(The Way of the Tea) a.k.a. The Japanese Tea CeremonyThe Japanese tea ceremony began based on Chinese tea drinking rituals imported into Japan by a Buddhist monk in the 9th century A.D. Legend states that drinking tea had been known to China for thousands of years. So you see, Asian legends apply even from one Asian country to the next. There are plenty of “legends” to make something seem grander and to impress the neighbors. At any rate, the Japanese tea ceremony, as it is primarily known in the West, truly began only with the use of matcha (Japanese: 抹茶、まっちゃ、”maccha” as typed). This began in the 12th century A.D. (I am specifying A.D. because I don’t want any confusion with Japanese calendar eras at all. – J) This is powdered green tea, which is really unfermented tea powder from the same plant as that used for black tea. The Tea Experience It is important to first detail the experience.

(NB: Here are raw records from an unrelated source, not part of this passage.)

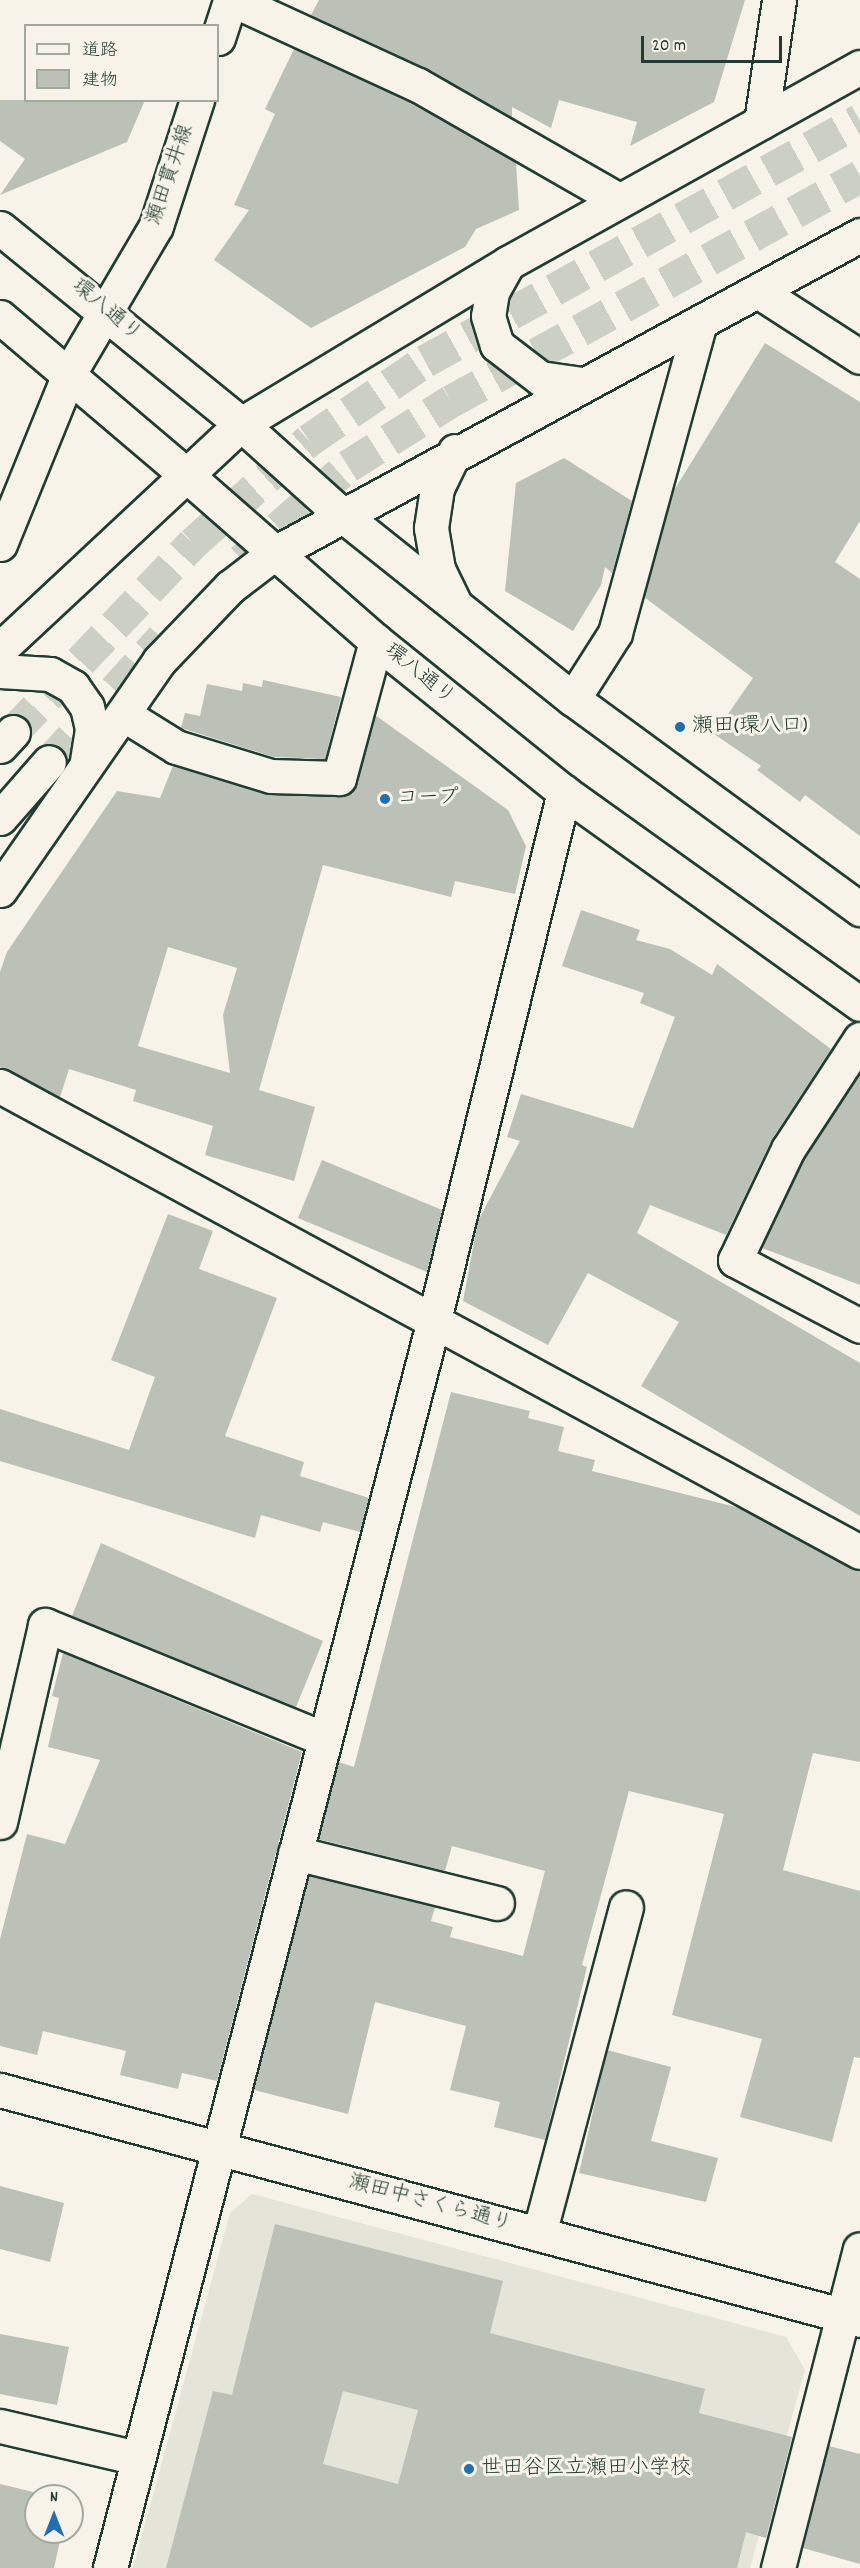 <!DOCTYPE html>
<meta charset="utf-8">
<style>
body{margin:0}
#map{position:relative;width:860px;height:2568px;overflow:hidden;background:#f7f3e8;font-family:Dekko,"Klee One",sans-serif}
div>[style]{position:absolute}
.built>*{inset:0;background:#e5e4d9}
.building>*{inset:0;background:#bbc1b6}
.highway-tunnel>*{height:33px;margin-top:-16.5px;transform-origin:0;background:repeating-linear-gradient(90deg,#cccfc4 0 33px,transparent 0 49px)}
.roads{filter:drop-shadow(2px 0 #1f3d34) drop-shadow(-2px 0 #1f3d34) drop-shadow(0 2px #1f3d34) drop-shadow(0 -2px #1f3d34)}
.minor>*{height:33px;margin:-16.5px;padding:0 16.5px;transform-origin:16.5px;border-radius:16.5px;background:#f7f3e8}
.major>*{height:33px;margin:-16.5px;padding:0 16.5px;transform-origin:16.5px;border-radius:16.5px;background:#f7f3e8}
.highway>*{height:33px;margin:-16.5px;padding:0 16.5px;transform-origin:16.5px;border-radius:16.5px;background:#f7f3e8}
.dots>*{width:16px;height:16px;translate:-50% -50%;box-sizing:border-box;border:3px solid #f7f3e8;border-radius:50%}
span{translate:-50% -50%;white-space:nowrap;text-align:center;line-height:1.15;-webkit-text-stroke:6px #f7f3e8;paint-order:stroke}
.street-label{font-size:21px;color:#1f3d34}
.poi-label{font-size:21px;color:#1f3d34}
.left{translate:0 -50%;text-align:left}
.legend{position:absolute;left:24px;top:24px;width:195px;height:78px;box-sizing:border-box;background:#f7f3e8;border:2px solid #a1aaa0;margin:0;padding:8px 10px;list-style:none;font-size:18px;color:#1f3d34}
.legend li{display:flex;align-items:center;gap:12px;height:30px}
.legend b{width:30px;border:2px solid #a1aaa0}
.north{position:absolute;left:24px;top:2484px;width:60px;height:60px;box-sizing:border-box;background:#f7f3e8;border:2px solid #a1aaa0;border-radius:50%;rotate:0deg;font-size:16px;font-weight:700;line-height:24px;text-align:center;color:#1f3d34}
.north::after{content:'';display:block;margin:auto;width:21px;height:27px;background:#1f6fb2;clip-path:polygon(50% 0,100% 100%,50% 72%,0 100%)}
.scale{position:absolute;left:641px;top:36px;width:141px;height:27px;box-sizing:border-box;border:3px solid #1f3d34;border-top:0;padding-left:8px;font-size:18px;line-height:21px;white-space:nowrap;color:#1f3d34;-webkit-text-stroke:4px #f7f3e8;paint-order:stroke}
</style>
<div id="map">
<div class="built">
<div style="clip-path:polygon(252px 2194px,786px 2337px,805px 2370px,750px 2568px,133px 2568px,230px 2213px)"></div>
</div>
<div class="building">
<div style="clip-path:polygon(319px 0,745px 0,714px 102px,630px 146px,637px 122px,559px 100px,551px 128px,512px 107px,512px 117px,426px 68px,311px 15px)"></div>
<div style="clip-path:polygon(294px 49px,409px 102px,516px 163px,519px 210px,476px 229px,465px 247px,311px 328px,214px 260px,249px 210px,234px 205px,275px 114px,265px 109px)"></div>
<div style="clip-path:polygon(0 100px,145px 100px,127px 142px,0 195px,25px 159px,0 141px)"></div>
<div style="clip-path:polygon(765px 343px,860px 402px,860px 521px,835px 562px,860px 579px,860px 836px,805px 795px,800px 802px,757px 770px,761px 766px,714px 734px,753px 678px,644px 597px,673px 492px)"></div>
<div style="clip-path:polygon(564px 458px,632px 501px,612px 573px,605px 567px,601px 585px,573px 631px,505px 591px,516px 483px)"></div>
<div style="clip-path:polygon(263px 680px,341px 697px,325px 759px,274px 757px,181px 728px,185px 713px,200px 716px,207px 684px,242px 691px,243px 683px,262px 687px)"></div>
<div style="clip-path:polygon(evenodd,375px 715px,508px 810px,526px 846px,515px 894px,455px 881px,451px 897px,323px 865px,259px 1090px,315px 1107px,294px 1181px,205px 1155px,213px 1126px,133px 1101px,136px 1090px,69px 1069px,60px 1097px,0 1067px,0 972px,7px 952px,117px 791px,160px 798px,173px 766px,266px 794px,346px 795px,357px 783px,375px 715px,168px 947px,237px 968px,223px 1015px,230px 1073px,138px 1046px,168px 947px)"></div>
<div style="clip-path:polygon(581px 910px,640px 930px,636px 940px,670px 949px,712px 975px,717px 964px,831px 1049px,772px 1139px,726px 1235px,650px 1205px,637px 1233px,860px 1363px,860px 1516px,641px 1386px,679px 1322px,588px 1273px,548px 1345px,463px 1301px,478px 1221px,520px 1141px,507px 1137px,521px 1094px,633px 1128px,675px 1017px,640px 1003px,644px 993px,562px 966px)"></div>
<div style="clip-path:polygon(860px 1073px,860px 1285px,762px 1248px,804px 1158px)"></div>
<div style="clip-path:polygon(322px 1160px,442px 1210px,427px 1272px,298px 1218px)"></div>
<div style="clip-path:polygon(168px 1214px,213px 1231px,199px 1269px,277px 1298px,225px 1436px,304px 1462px,300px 1476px,369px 1498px,360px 1532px,323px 1522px,320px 1532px,261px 1515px,255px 1538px,0 1461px,0 1409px,129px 1450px,155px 1377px,111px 1360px)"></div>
<div style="clip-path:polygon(451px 1392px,530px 1411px,528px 1418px,564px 1427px,558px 1451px,595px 1460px,592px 1471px,740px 1508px,860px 1571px,860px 1762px,813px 1753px,783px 1870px,860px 1891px,860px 2058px,854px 2057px,832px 2142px,740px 2117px,762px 2039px,672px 2015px,724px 1814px,629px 1791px,582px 1965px,587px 1967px,545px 2140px,494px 2127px,500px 2102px,450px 2090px,466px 2026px,375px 2002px,348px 2114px,254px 2090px,309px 1876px,435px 1907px,431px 1921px,453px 1927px,450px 1937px,523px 1956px,545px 1871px,452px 1846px,445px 1871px,318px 1839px,339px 1762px,354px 1767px)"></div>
<div style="clip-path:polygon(101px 1543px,323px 1641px,296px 1707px,72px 1616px)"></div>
<div style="clip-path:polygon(63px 1653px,302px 1752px,217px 2081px,182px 2073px,178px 2089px,120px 2075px,126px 2051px,43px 2031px,37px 2055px,0 2046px,0 1939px,27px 1834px,65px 1844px,100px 1760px,48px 1747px,59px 1698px,52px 1696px)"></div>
<div style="clip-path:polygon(607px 2050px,671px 2067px,651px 2141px,718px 2158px,706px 2202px,579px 2173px)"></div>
<div style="clip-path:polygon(0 2186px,64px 2203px,50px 2262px,0 2249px)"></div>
<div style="clip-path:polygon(evenodd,275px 2224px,503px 2281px,490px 2333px,705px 2389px,699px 2413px,792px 2437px,766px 2538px,746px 2532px,737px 2568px,166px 2568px,213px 2391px,232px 2395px,275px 2224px,343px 2391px,418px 2410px,398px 2484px,323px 2464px,343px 2391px)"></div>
<div style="clip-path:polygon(0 2334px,69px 2347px,57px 2405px,0 2394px)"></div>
<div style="clip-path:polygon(829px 2446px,860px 2454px,860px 2564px,803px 2548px)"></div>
<div style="clip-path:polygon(0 2484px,50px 2496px,36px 2496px,36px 2532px,62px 2532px,54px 2568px,0 2568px)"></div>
</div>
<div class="highway-tunnel">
<div style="left:242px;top:560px;width:142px;rotate:-41.6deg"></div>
<div style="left:348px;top:466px;width:122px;rotate:-32.3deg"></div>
<div style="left:451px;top:401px;width:467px;rotate:-28.8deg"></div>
<div style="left:13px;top:732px;width:261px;rotate:-46.4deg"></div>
<div style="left:193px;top:543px;width:155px;rotate:-41.6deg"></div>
<div style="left:309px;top:440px;width:140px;rotate:-34.3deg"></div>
<div style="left:425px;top:361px;width:497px;rotate:-29deg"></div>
<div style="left:49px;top:762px;width:168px;rotate:-47.7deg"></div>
</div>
<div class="roads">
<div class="minor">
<div style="left:233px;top:0;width:204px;rotate:24.7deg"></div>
<div style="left:418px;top:85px;width:232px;rotate:29.8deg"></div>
<div style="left:761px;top:122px;width:123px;rotate:-81.6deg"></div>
<div style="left:758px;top:291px;width:121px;rotate:32.9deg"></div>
<div style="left:573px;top:699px;width:78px;rotate:-57.5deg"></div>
<div style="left:615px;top:633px;width:322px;rotate:-74.7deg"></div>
<div style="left:123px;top:714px;width:62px;rotate:31.9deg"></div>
<div style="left:176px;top:747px;width:99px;rotate:17deg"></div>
<div style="left:271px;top:776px;width:68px;rotate:1.7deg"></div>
<div style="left:339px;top:778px;width:142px;rotate:-74.9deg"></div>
<div style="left:860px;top:1039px;width:131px;rotate:123.2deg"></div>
<div style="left:788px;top:1149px;width:123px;rotate:115.5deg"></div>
<div style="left:735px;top:1260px;width:141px;rotate:27.8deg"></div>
<div style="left:0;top:1086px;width:978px;rotate:28.45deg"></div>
<div style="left:0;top:1822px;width:202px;rotate:-77.1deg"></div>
<div style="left:45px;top:1625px;width:302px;rotate:22.2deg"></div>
<div style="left:295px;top:1853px;width:208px;rotate:13.9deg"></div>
<div style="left:0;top:2090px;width:890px;rotate:14.97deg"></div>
<div style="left:539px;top:2234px;width:338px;rotate:-75.1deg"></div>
<div style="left:0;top:2426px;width:141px;rotate:13.1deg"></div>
<div style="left:110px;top:2568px;width:1289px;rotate:-75.45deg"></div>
<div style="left:434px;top:1320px;width:544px;rotate:-76.17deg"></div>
<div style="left:778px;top:2568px;width:329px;rotate:-75.6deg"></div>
</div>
<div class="major">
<div style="left:218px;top:38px;width:40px;rotate:-72deg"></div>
<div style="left:0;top:228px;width:311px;rotate:39.1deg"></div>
<div style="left:0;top:317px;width:241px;rotate:40.3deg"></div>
<div style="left:70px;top:372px;width:169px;rotate:-59.5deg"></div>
<div style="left:156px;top:226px;width:133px;rotate:-72deg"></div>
</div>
<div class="highway">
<div style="left:508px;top:263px;width:33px;rotate:119deg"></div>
<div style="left:492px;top:292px;width:24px;rotate:99deg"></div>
<div style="left:488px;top:316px;width:30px;rotate:73deg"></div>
<div style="left:497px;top:345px;width:54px;rotate:37.5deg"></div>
<div style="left:540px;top:378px;width:41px;rotate:8.3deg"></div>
<div style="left:241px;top:424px;width:135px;rotate:42deg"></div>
<div style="left:341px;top:514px;width:297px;rotate:38.6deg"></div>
<div style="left:573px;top:699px;width:356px;rotate:36.2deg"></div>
<div style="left:184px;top:473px;width:255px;rotate:41.2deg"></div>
<div style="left:376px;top:641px;width:241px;rotate:38.8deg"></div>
<div style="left:564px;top:792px;width:364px;rotate:35.6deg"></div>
<div style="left:0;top:544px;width:186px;rotate:-67.9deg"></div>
<div style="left:454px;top:602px;width:37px;rotate:-116deg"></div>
<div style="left:438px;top:569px;width:42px;rotate:-99.7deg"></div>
<div style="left:431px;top:528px;width:40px;rotate:-81.5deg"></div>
<div style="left:437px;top:488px;width:41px;rotate:-64.1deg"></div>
<div style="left:0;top:649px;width:330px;rotate:-43deg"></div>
<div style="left:241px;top:424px;width:312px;rotate:-31.1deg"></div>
<div style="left:508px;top:263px;width:403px;rotate:-29.1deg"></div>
<div style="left:0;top:671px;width:50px;rotate:3.4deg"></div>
<div style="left:50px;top:674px;width:26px;rotate:29deg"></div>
<div style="left:73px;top:687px;width:24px;rotate:55deg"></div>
<div style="left:87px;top:707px;width:23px;rotate:77deg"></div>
<div style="left:92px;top:729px;width:36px;rotate:99deg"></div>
<div style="left:0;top:746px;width:19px;rotate:-47deg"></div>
<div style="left:0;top:818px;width:74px;rotate:-48.8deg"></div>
<div style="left:0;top:890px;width:279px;rotate:-55.2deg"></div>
<div style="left:159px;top:661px;width:103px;rotate:-46.2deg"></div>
<div style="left:230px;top:587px;width:54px;rotate:-37.5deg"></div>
<div style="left:273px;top:554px;width:668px;rotate:-28.52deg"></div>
</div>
</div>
<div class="dots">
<div style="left:680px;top:727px;background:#1f6fb2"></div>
<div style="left:385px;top:799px;background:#1f6fb2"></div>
<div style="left:469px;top:2469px;background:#1f6fb2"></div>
</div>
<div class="street-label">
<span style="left:171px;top:175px;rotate:-71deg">瀬田貫井線</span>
<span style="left:106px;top:311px;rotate:40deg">環八通り</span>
<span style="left:419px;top:675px;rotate:39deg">環八通り</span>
<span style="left:430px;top:2204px;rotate:15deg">瀬田中さくら通り</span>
</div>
<div class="poi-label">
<span class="left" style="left:692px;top:727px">瀬田(環八口)</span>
<span class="left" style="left:397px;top:799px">コープ</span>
<span class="left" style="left:481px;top:2469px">世田谷区立瀬田小学校</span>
</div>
<ul class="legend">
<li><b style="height:8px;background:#f7f3e8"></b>道路</li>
<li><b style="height:16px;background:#bbc1b6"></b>建物</li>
</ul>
<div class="north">N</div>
<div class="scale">20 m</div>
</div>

A single “ceremony” is referred to as 茶の湯 (cha no yu), “Hot Tea Water.” We should understand this as an idiomatic expression; small wonder Westerners prefer referring to it as the tea ceremony, as they regard it as a ceremony, and about tea. Also, a direct translation seems hopeless. Tea ceremony it is! Guests at a tea ceremony are served a 懐石 (かいせき、kaiseki), a traditional Japanese meal brought in courses. It is a light meal rather than a banquet level one. The word itself combines the kanji for “nostalgia” with “stone.” I imagine the meaning is idiomatic; a meal as an “old stone” suggests old traditions. This meal is followed by 酒 (さけ、sake), traditional Japanese rice wine. Sake is not used to wash down rice (being derived from rice), but is consumed separately so that it can be appreciated on its own merits. Thus, the guests have had their hunger sated and have had alcohol that dulls the senses to a degree. This is followed – or should the ceremony be of a type to skip meals, begins – with the eating of a sweet or sweets, eaten off a special paper called 懐紙 (かいし、kaishi). The last kanji stands for “paper” in general. The first kanji is the same as in “kaiseki.” Thus, the dulled taste buds experience sweetness on the tongue. Each utensil – the tea bowl, the tea whisk, and the tea scoop – is ritually cleaned in the presence of the guests. This accomplished, the host will place the green tea powder in the bowl and add the precise amount of hot water that his specific tradition demands. He will then whisk the tea with precise motions. The guests are able to observe all of this before their very eyes. The decorations of the room where the tea ceremony takes place are simple and old-fashioned.
Conversation is kept to a minimum as the guests enjoy the sound of water, the whiff of incense and the tea itself, and the sight of the host’s labors and the simplicity of the environment. Finally, the tea is served. The host and the guest of honor (初客, shokyaku, “first guest”) exchange bows. The guest of honor bows to the second guest, and then raises the bowl, as with all traditional Japanese meals, to honor the host and ascribe importance to his gift. He then rotates the bowl slightly to not sip from the very front of it, takes three careful sips, wipes the bowl clean for cleanliness’ sake, and then passes the bowl to the second guest, and on it goes. This tea is very bitter!!
Two types of tea are served.
濃茶, こいちゃ、koicha. This is literally thick tea
薄茶、うすちゃ、usucha. This is literally thin tea
So, the power of the tea is relative to these two. The former can be followed by the latter, depending on the ceremony and so forth. Depending on if a meal is served, the number of guests, the type of ceremony etc., the tea ceremony can last between ONE and FIVE HOURS.